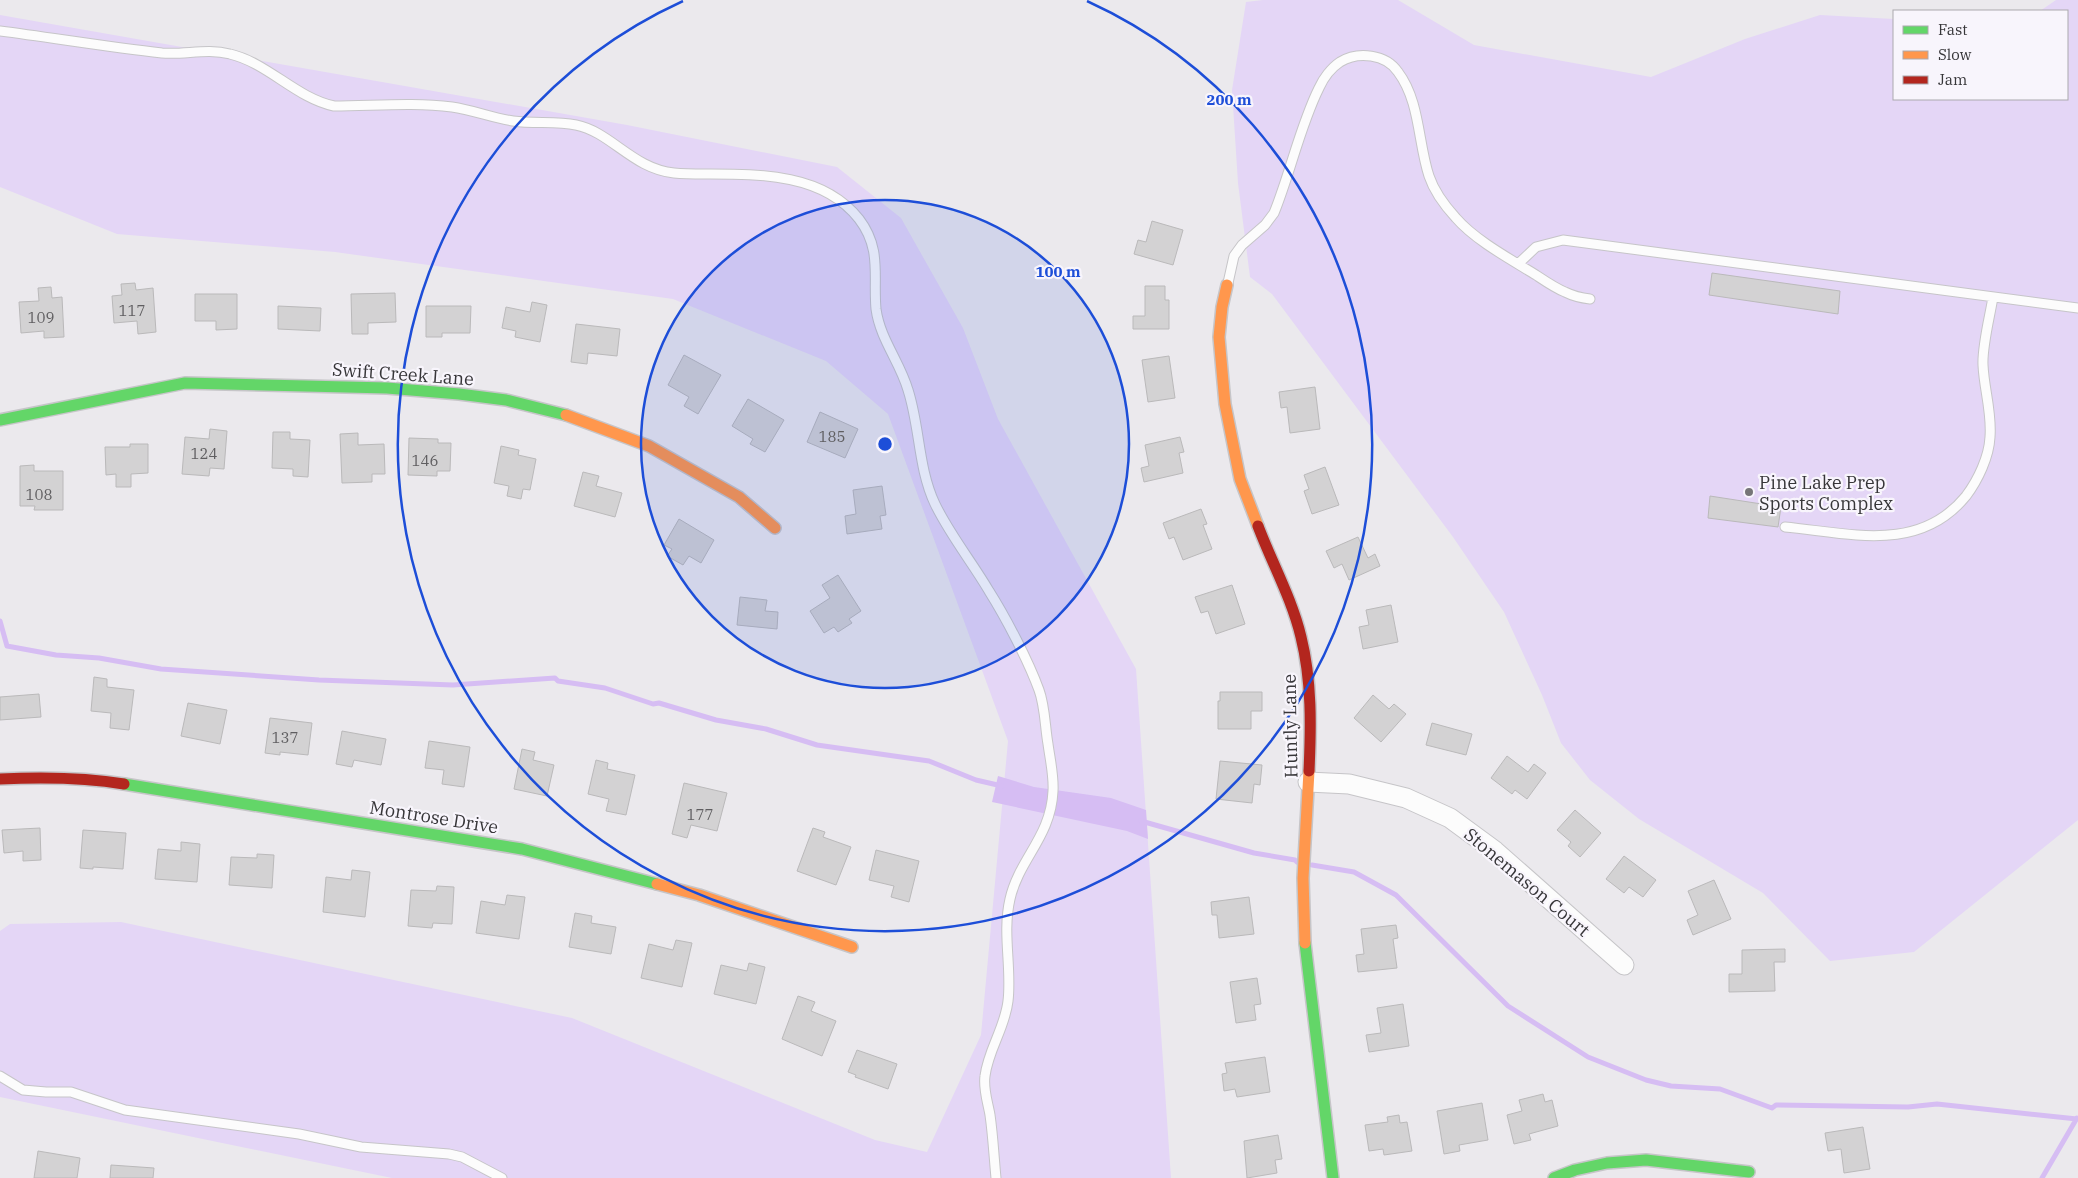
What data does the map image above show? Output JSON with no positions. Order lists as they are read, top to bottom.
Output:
{
  "streets": {
    "street": [
      "Swift Creek Lane",
      "Huntly Lane",
      "Montrose Drive",
      "Stonemason Court"
    ]
  },
  "crossings": [
    ["Huntly Lane", "Stonemason Court"]
  ],
  "places": ["Pine Lake Prep Sports Complex"],
  "house_numbers": [
    "117",
    "109",
    "185",
    "124",
    "146",
    "108",
    "137",
    "177"
  ],
  "legend": ["Fast", "Slow", "Jam"],
  "rings": ["200 m", "100 m"]
}
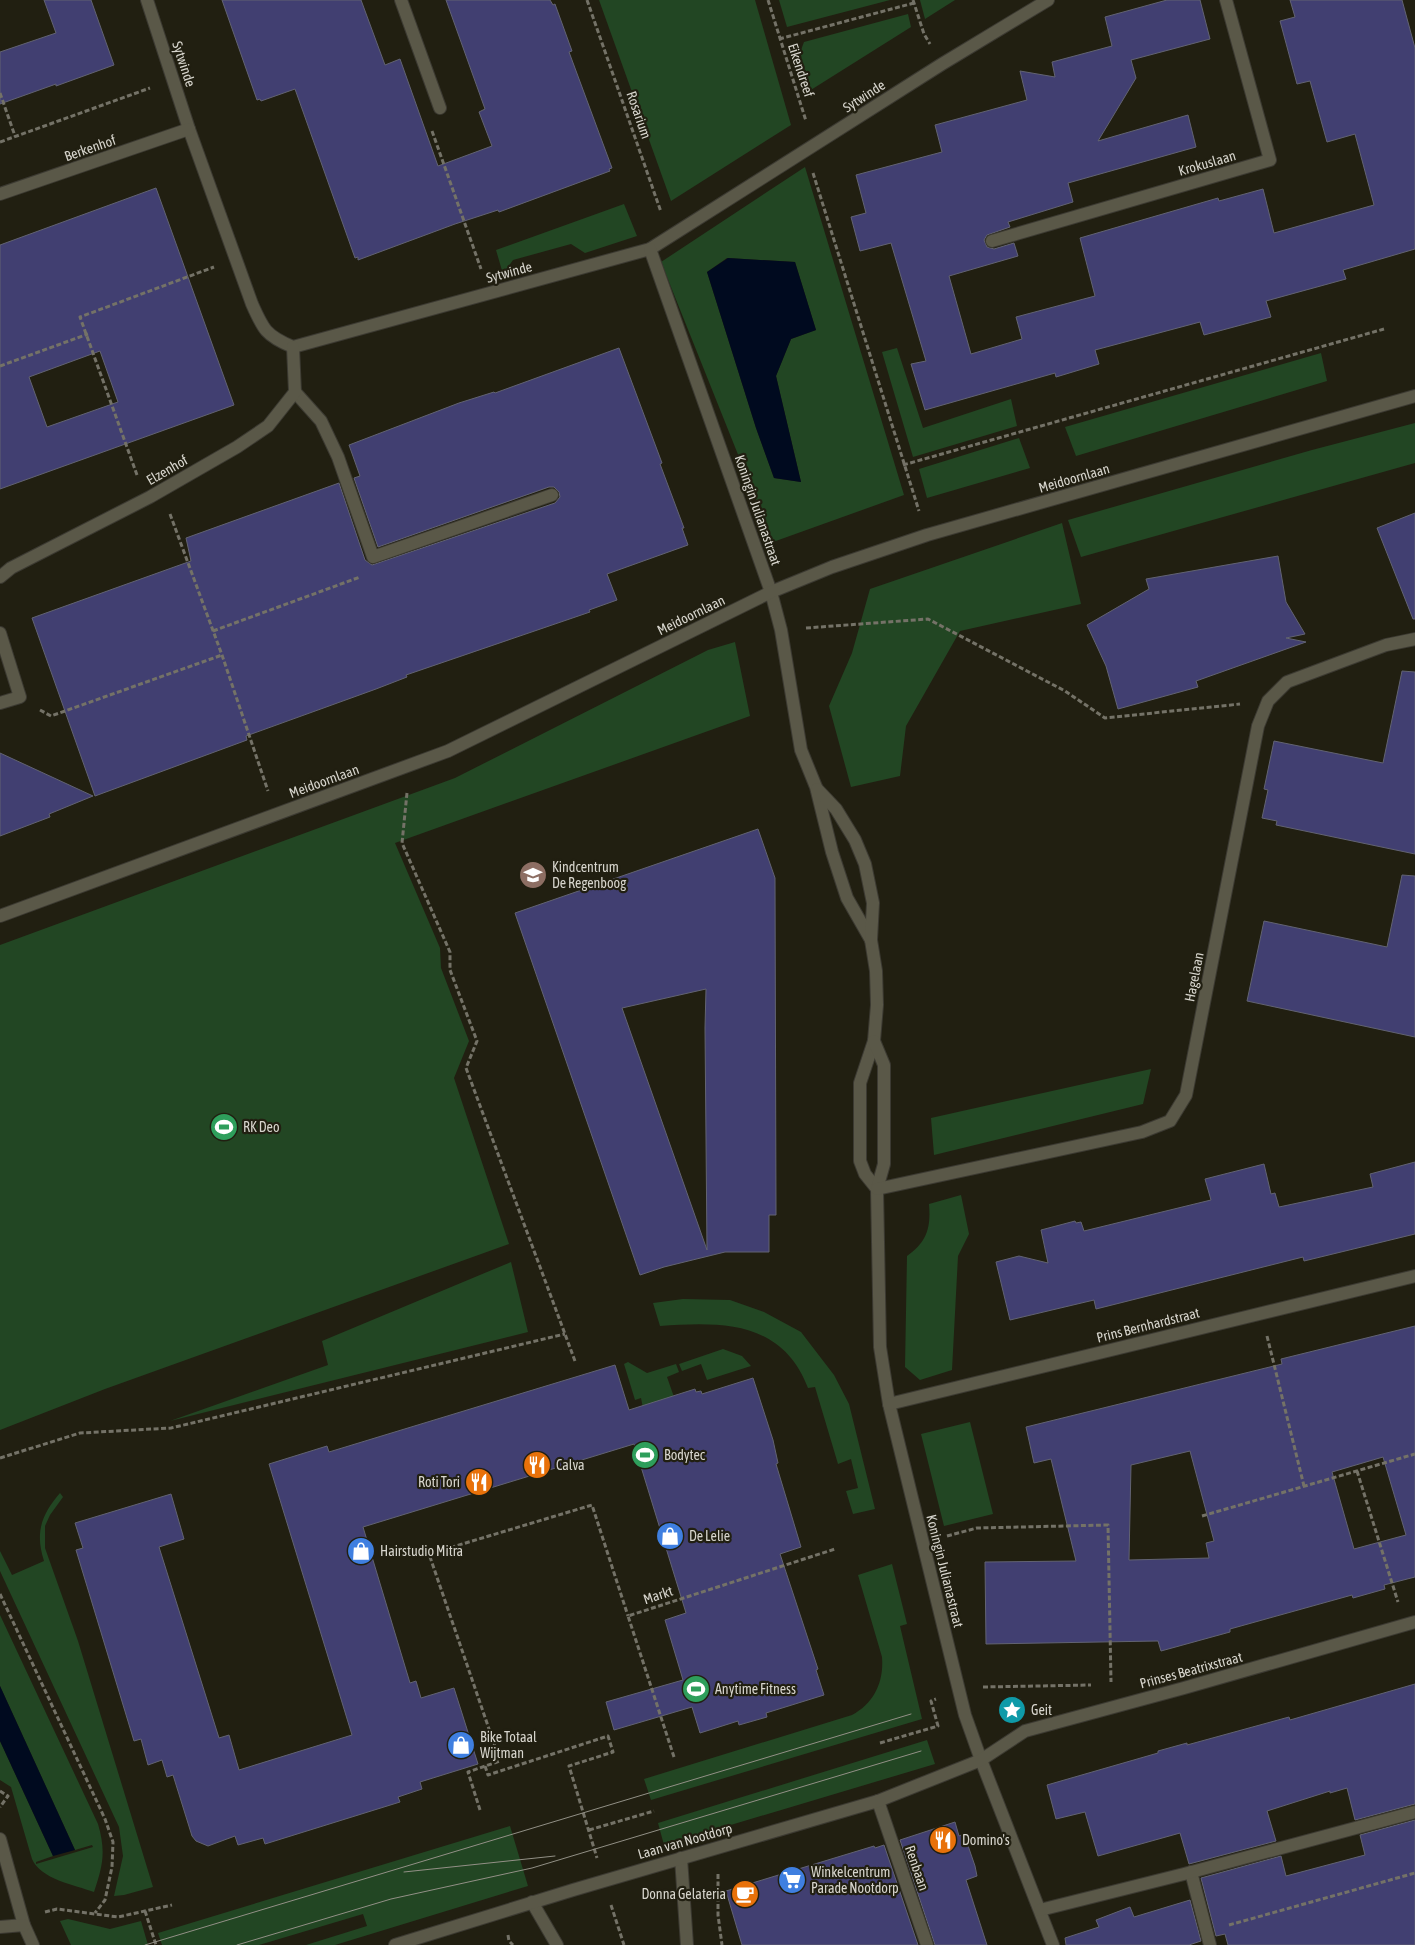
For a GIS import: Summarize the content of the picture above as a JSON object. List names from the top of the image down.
{
  "streets": {
    "street": [
      "Sytwinde",
      "Berkenhof",
      "Krokuslaan",
      "Elzenhof",
      "Meidoornlaan",
      "Koningin Julianastraat",
      "Hagelaan",
      "Prins Bernhardstraat",
      "Prinses Beatrixstraat",
      "Laan van Nootdorp",
      "Renbaan"
    ],
    "path": ["Eikendreef", "Rosarium", "Markt"]
  },
  "crossings": [
    ["Sytwinde", "Eikendreef"],
    ["Sytwinde", "Rosarium"],
    ["Sytwinde", "Berkenhof"],
    ["Sytwinde", "Koningin Julianastraat"],
    ["Eikendreef", "Meidoornlaan"],
    ["Meidoornlaan", "Koningin Julianastraat"],
    ["Koningin Julianastraat", "Hagelaan"],
    ["Koningin Julianastraat", "Prins Bernhardstraat"],
    ["Koningin Julianastraat", "Prinses Beatrixstraat"],
    ["Koningin Julianastraat", "Laan van Nootdorp"],
    ["Prinses Beatrixstraat", "Laan van Nootdorp"],
    ["Laan van Nootdorp", "Renbaan"]
  ],
  "places": {
    "school or university": ["Kindcentrum De Regenboog"],
    "sports": ["RK Deo", "Bodytec", "Anytime Fitness"],
    "restaurant": ["Calva", "Roti Tori", "Domino's"],
    "shop": ["De Lelie", "Hairstudio Mitra", "Bike Totaal Wijtman"],
    "place": ["Geit"],
    "supermarket": ["Winkelcentrum Parade Nootdorp"],
    "cafe": ["Donna Gelateria"]
  }
}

• WHAT YOU HAVE TO DO:
Each record above should be returned unchanged, except that the pictures are dropped.

• ANSWER SECTION:
What data does the map image above show? Output JSON with no positions. Order lists as they are read, top to bottom.
Output:
{
  "streets": {
    "street": [
      "Swift Creek Lane",
      "Huntly Lane",
      "Montrose Drive",
      "Stonemason Court"
    ]
  },
  "crossings": [
    ["Huntly Lane", "Stonemason Court"]
  ],
  "places": ["Pine Lake Prep Sports Complex"],
  "house_numbers": [
    "117",
    "109",
    "185",
    "124",
    "146",
    "108",
    "137",
    "177"
  ],
  "legend": ["Fast", "Slow", "Jam"],
  "rings": ["200 m", "100 m"]
}
For a GIS import: Summarize the content of the picture above as a JSON object. List names from the top of the image down.
{
  "streets": {
    "street": [
      "Sytwinde",
      "Berkenhof",
      "Krokuslaan",
      "Elzenhof",
      "Meidoornlaan",
      "Koningin Julianastraat",
      "Hagelaan",
      "Prins Bernhardstraat",
      "Prinses Beatrixstraat",
      "Laan van Nootdorp",
      "Renbaan"
    ],
    "path": ["Eikendreef", "Rosarium", "Markt"]
  },
  "crossings": [
    ["Sytwinde", "Eikendreef"],
    ["Sytwinde", "Rosarium"],
    ["Sytwinde", "Berkenhof"],
    ["Sytwinde", "Koningin Julianastraat"],
    ["Eikendreef", "Meidoornlaan"],
    ["Meidoornlaan", "Koningin Julianastraat"],
    ["Koningin Julianastraat", "Hagelaan"],
    ["Koningin Julianastraat", "Prins Bernhardstraat"],
    ["Koningin Julianastraat", "Prinses Beatrixstraat"],
    ["Koningin Julianastraat", "Laan van Nootdorp"],
    ["Prinses Beatrixstraat", "Laan van Nootdorp"],
    ["Laan van Nootdorp", "Renbaan"]
  ],
  "places": {
    "school or university": ["Kindcentrum De Regenboog"],
    "sports": ["RK Deo", "Bodytec", "Anytime Fitness"],
    "restaurant": ["Calva", "Roti Tori", "Domino's"],
    "shop": ["De Lelie", "Hairstudio Mitra", "Bike Totaal Wijtman"],
    "place": ["Geit"],
    "supermarket": ["Winkelcentrum Parade Nootdorp"],
    "cafe": ["Donna Gelateria"]
  }
}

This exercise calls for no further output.